+++ Data supplied +++

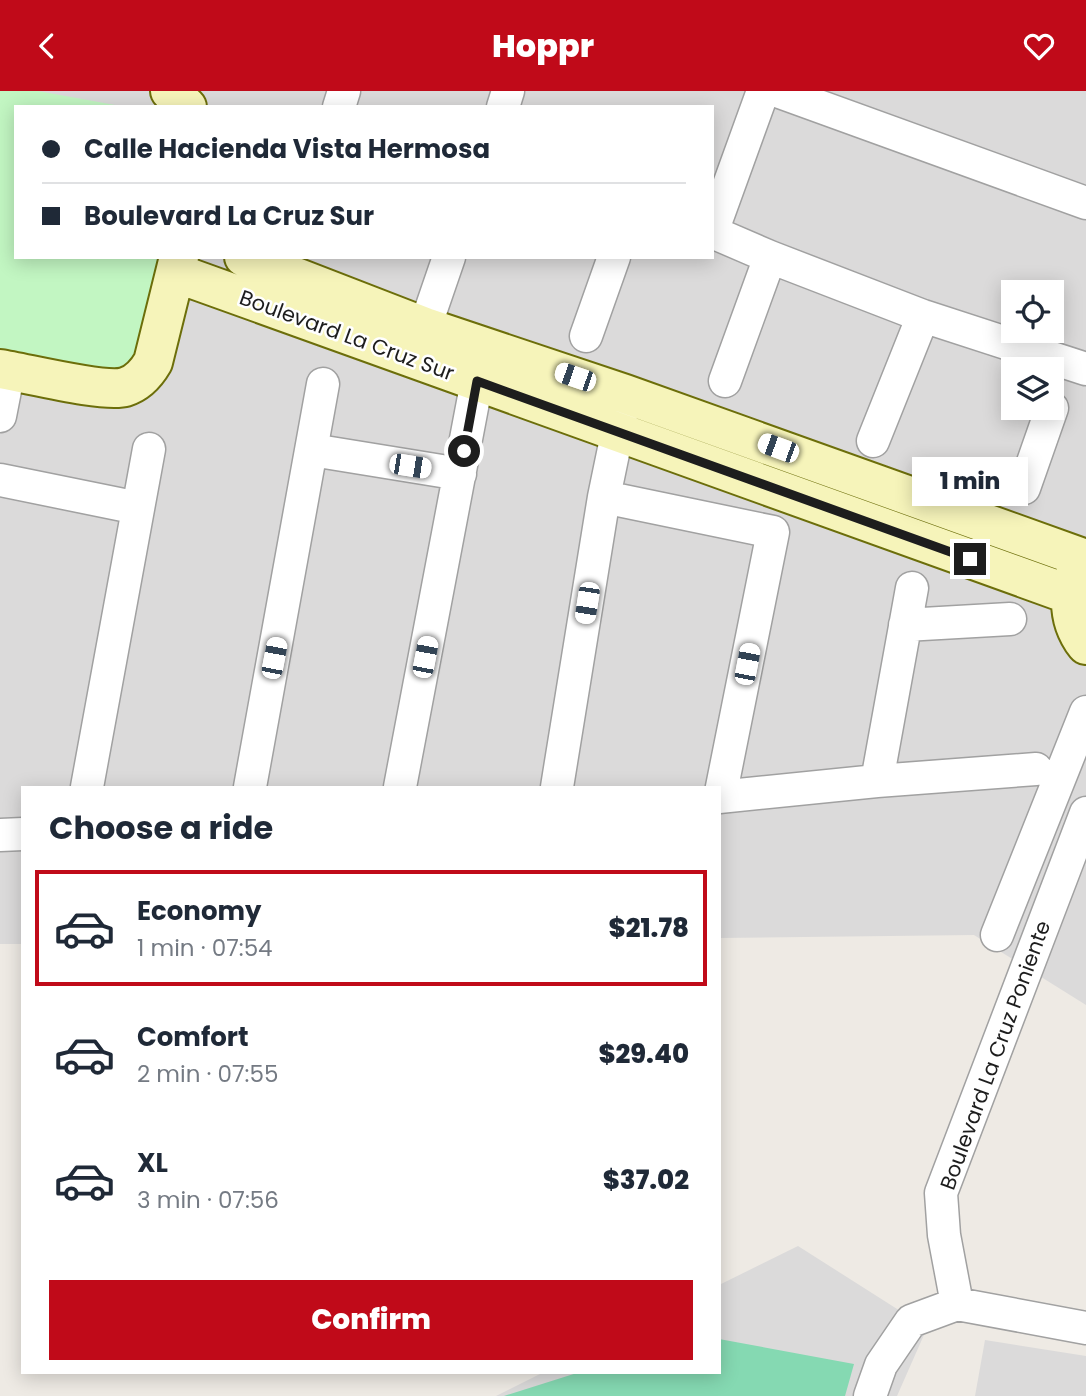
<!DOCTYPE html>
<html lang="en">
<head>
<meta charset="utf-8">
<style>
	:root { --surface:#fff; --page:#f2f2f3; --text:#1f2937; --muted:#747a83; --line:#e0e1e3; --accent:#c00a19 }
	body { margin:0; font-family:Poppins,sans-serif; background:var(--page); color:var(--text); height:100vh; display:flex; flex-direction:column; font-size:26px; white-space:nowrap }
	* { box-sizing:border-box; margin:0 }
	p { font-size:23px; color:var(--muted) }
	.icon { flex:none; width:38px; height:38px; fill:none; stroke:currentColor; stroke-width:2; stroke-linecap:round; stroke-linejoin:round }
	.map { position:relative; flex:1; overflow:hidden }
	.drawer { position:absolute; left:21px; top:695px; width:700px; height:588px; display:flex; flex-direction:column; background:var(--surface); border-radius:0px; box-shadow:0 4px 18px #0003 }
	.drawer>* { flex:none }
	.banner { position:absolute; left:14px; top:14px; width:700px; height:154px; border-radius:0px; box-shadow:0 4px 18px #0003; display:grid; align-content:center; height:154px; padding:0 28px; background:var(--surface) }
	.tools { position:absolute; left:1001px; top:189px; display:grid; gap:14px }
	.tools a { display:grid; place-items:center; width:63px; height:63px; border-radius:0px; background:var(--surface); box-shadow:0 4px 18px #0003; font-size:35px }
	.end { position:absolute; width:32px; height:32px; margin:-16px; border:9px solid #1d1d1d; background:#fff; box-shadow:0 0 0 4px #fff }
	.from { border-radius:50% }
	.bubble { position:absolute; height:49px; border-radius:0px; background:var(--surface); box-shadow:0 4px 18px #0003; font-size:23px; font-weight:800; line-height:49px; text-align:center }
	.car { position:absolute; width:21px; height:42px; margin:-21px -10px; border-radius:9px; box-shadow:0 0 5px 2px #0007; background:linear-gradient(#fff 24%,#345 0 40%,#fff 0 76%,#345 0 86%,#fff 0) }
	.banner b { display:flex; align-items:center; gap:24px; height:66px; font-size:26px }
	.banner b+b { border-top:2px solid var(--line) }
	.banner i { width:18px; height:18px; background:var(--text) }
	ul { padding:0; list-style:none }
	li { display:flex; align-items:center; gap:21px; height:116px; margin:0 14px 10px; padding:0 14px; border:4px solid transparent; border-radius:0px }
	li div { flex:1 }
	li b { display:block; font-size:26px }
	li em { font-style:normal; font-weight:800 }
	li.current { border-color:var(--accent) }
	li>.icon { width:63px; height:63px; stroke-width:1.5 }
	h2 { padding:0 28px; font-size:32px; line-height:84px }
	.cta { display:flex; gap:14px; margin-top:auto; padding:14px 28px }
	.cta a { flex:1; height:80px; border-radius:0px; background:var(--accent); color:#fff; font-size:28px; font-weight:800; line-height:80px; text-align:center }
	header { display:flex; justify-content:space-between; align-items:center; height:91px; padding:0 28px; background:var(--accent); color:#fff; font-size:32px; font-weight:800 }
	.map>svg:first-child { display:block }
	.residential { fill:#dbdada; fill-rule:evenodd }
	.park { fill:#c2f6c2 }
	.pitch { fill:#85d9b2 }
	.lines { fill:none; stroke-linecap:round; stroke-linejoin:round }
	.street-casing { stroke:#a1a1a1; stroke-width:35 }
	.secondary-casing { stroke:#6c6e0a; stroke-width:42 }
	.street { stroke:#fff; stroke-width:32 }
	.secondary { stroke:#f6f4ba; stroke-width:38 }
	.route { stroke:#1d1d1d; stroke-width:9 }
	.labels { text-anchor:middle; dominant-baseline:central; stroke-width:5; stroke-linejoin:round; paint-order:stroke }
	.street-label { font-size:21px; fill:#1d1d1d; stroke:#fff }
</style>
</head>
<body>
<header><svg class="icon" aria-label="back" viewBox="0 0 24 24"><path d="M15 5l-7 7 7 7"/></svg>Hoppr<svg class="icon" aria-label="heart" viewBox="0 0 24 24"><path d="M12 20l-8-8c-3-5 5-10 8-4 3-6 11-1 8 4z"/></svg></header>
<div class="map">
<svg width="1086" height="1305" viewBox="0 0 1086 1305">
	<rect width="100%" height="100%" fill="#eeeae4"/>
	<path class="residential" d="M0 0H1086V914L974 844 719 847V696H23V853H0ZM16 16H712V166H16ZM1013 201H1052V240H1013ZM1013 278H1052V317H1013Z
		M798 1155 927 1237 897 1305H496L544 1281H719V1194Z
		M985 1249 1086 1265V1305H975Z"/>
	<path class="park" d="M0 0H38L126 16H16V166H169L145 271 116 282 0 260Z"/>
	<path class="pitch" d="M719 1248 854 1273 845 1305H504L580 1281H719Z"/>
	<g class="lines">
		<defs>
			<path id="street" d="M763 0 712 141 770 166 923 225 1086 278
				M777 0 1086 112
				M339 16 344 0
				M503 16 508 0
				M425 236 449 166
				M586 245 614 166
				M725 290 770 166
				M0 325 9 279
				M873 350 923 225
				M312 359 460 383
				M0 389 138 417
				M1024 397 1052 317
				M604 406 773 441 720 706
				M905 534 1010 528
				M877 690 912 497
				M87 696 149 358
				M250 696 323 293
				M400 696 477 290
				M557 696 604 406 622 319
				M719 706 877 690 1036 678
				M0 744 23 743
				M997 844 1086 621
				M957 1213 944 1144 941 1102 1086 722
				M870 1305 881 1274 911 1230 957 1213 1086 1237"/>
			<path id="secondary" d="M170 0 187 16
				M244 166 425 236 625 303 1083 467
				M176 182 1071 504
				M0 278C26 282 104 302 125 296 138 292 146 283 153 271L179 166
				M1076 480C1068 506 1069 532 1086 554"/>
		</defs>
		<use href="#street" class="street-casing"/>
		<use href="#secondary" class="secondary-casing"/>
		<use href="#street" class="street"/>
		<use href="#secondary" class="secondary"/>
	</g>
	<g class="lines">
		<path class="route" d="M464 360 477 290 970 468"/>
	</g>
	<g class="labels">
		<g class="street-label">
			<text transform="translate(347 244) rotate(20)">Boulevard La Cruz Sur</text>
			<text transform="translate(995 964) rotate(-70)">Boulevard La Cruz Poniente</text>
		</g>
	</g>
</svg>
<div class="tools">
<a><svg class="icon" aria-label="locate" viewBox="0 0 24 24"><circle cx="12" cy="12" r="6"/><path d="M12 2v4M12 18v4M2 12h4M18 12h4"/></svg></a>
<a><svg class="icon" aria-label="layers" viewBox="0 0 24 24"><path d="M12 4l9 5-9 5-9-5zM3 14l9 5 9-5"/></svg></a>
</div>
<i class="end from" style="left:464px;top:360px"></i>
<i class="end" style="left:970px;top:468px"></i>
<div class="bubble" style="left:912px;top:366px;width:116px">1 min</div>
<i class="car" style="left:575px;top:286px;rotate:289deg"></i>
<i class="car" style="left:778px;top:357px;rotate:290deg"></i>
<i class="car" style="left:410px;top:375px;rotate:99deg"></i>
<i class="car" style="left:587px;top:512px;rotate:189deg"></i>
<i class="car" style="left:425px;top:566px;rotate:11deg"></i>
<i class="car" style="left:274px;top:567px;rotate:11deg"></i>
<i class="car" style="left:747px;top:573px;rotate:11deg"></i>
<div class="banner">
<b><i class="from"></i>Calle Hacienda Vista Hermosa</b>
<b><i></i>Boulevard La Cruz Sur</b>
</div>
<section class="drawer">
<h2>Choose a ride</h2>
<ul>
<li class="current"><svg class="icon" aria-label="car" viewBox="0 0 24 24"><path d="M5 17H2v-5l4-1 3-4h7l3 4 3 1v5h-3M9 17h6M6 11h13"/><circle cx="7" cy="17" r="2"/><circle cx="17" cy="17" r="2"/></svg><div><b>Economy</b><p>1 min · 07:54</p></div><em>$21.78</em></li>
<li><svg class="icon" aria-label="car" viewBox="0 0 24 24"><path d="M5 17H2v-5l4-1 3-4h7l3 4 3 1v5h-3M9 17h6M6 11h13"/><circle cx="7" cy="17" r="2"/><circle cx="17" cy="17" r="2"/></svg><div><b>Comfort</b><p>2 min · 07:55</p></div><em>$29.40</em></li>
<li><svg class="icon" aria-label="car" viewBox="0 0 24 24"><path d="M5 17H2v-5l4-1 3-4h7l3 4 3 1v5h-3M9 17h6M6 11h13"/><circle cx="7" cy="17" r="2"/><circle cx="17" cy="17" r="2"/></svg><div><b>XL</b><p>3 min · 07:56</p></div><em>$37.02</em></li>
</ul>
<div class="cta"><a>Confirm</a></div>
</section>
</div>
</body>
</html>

+++

:: What the task requires ::
Among the records above, find the lines that contain "linecap" and copy every one.

:: Written answer ::
	.icon { flex:none; width:38px; height:38px; fill:none; stroke:currentColor; stroke-width:2; stroke-linecap:round; stroke-linejoin:round }
	.lines { fill:none; stroke-linecap:round; stroke-linejoin:round }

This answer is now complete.